Además de este problema, los recortes en la financiación internacional de los programas de prevención del VIH en países con menos recursos también tendrán consecuencias para otros países.

El VIH no conoce fronteras

Ryan señaló que han reducido las pruebas y el tratamiento, y Debilitar los programas críticos de prevención del VIH. Esto pone en riesgo a millones de personas que dependen de esta financiación para tratamientos y servicios esenciales. Si no se revierten los recortes, podría haber un aumento significativo de nuevas infecciones y muertes evitables, lo que amenazaría con deshacer décadas de progreso en la lucha contra el VIH.

Además, añadió, el VIH no conoce fronteras: el problema se concentra en países con menos recursos, pero no es nuevo en España y Europa. Vivimos en un mundo muy interconectado. Los aumentos de casos en otros lugares podrían tener implicaciones para la salud global.

No hay que olvidar, recuerda, subrayó el presidente de GESIDA, que “aproximadamente la mitad de los nuevos casos confirmados en España se detectan entre inmigrantes. La evolución global del virus está, por tanto, ligada a las realidades nacionales”.

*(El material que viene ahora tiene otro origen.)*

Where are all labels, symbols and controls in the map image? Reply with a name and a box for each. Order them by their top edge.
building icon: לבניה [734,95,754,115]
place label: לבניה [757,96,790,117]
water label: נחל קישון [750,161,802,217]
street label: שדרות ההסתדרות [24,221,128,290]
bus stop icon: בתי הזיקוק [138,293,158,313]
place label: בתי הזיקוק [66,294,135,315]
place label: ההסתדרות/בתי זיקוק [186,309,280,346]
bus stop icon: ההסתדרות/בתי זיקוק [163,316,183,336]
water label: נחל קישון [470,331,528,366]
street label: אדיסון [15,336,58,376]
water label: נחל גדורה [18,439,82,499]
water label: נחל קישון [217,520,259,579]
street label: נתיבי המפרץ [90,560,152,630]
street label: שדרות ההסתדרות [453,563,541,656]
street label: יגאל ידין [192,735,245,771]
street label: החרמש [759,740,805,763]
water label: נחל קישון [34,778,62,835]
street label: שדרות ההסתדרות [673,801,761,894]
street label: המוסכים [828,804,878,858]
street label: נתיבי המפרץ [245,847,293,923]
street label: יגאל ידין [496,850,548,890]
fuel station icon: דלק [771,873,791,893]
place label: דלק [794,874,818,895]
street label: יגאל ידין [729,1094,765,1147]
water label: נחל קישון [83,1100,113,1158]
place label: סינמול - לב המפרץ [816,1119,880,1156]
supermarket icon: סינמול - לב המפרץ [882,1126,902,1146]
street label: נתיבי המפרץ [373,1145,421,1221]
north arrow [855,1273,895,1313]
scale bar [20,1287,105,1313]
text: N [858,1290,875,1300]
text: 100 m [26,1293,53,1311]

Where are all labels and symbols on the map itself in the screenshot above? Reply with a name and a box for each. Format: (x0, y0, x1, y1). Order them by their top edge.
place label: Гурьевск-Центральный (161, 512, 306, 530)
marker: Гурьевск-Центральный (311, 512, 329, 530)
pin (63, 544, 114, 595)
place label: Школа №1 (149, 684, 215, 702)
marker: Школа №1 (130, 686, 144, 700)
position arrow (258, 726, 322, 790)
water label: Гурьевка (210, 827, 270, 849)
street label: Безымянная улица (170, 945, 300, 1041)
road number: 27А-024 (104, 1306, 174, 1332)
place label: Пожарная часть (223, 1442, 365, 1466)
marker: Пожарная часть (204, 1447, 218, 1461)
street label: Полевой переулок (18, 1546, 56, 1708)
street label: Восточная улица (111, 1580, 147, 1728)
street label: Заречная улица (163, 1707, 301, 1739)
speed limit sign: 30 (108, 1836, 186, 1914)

Explicó que si aumenta el número de nuevos diagnósticos en otros países, con la movilidad global que hay hoy, es probable que veamos más casos provenientes del extranjero, o inmigrantes vulnerables contagiándose aquí, que es una de las disparidades que tenemos actualmente. «Necesitamos informar y proteger mejor a las personas vulnerablesporque muchos inmigrantes se contagian dentro de España”, afirmó Velasco.

Por un lado, existe esta interconexión: si los casos aumentan en un lugar, eventualmente tendrá un impacto en otros países. Por otro lado, añadió, “si no hay un buen acceso al tratamiento antirretroviral en algunos países, o si su uso no está regulado, surgirán resistencias. Estas resistencias pueden eventualmente extenderse a otros lugares”. La resistencia importada es una posibilidad real.

Ryan cree que si España quiere alcanzar el objetivo 95-95-95 en 2030, la primera prioridad es ampliar las oportunidades de diagnóstico——Incluye cribado y autoexamen.—Descentralizar y facilitar el acceso a la PrEP y la PEP y fortalecer los equipos multidisciplinarios, en los que la enfermería juega un papel clave en la educación y el cumplimiento. También es crucial apoyar a las ONG y a las comunidades, promover la educación sexual integral y eliminar las barreras administrativas, especialmente para los inmigrantes y otros grupos vulnerables. Con estas inversiones, España puede alcanzar el 95-95-95 y avanzar hacia los “tres ceros” en 2030.